I'm glad this topic came up! My dd has been doing this since 8 mos. old. Started out in the high chair, then in the stroller and carseat (the strap between her legs) and also on my hip while in the sling. She's finally cut that out and now likes to do it on my leg or on my body if I'm lying in bed. It's soo irritating. It's like, as soon as I sit down she's on me trying to rub. I keep pushing her off and she just jumps right back on me until I stand up. I thought only little boys did this!!!

Anyway she's 18 mos. old so it's a long phase for us too. I don't let her do it in bed, I just keep telling her "down" and pushing her off and she's not trying it as much then. She will try it on various furniture items too, if I'm not available with my leg (ugh!). It's embarassing when we have people over, or if we are visiting. She actually will work herself into a sweat at times!

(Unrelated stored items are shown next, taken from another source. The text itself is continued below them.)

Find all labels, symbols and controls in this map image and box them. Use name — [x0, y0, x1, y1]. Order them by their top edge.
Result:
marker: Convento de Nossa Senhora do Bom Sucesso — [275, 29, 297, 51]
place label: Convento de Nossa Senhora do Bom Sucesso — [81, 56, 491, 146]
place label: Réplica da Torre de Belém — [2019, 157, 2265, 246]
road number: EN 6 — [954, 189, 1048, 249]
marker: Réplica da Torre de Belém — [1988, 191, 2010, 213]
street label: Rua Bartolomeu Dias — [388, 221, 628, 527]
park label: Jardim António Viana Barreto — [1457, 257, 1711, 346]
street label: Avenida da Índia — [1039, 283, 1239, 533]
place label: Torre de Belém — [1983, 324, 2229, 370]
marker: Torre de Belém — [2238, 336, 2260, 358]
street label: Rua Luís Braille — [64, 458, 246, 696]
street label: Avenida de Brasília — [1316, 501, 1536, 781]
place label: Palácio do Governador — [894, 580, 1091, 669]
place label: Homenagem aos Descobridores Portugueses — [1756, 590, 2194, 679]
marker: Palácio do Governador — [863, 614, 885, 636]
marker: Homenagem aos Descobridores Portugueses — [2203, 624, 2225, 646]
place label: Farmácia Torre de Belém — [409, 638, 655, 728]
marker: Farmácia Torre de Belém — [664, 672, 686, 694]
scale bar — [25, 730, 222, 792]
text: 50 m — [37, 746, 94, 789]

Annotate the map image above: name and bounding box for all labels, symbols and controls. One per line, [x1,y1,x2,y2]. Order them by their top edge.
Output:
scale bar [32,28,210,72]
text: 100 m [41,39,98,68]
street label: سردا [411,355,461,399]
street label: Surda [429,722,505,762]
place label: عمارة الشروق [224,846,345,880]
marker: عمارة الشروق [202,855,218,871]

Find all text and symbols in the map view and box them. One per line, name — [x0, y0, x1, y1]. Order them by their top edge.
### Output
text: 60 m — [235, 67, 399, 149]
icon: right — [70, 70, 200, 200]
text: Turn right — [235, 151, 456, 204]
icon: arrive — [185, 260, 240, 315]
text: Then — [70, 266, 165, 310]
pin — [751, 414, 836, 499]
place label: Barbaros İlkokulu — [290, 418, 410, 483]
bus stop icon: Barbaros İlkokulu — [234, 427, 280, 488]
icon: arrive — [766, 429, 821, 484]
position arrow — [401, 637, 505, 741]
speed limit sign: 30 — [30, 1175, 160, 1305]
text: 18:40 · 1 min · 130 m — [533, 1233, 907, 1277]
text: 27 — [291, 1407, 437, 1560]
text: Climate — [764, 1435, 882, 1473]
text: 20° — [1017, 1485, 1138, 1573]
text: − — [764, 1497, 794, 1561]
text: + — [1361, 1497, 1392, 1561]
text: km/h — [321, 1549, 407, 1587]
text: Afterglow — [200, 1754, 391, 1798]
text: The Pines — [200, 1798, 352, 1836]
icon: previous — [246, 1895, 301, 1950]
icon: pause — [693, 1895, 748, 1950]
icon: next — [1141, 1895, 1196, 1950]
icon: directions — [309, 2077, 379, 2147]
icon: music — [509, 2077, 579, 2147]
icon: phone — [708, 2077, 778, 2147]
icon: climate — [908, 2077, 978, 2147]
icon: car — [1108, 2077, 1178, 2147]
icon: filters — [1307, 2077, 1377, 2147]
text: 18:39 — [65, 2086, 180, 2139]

I have found that she does this more when she's very bored, working on a BM, or has a BM or very wet diaper. I have also found that it doesn't seem to work as well if I take her diaper off. The cloth diaper seems to have enough bulk to somehow make it work for her better than no diaper at all. Not much of a choice there, since I can't let her go around diaperless all day with my wall to wall carpet.

Maybe at age 3 you can set some limits with it, like in her room only. Maybe have a talk about private parts (??).

One other problem I'm having with my dd is she likes to grab and hold my boobs. They are her security object even though she never nursed. SHe has to have one when she's going to sleep and when she's tired. Even when I am pushing her in a grocery cart she'll reach out and hold onto one in the store, and I try to take her hand off and she had a fit. I have to push the cart with my arms straight out so she can't reach me! I'm waiting until she's old enough for the private parts speech to deal with this one, probably around 3-4 if she's still doing it.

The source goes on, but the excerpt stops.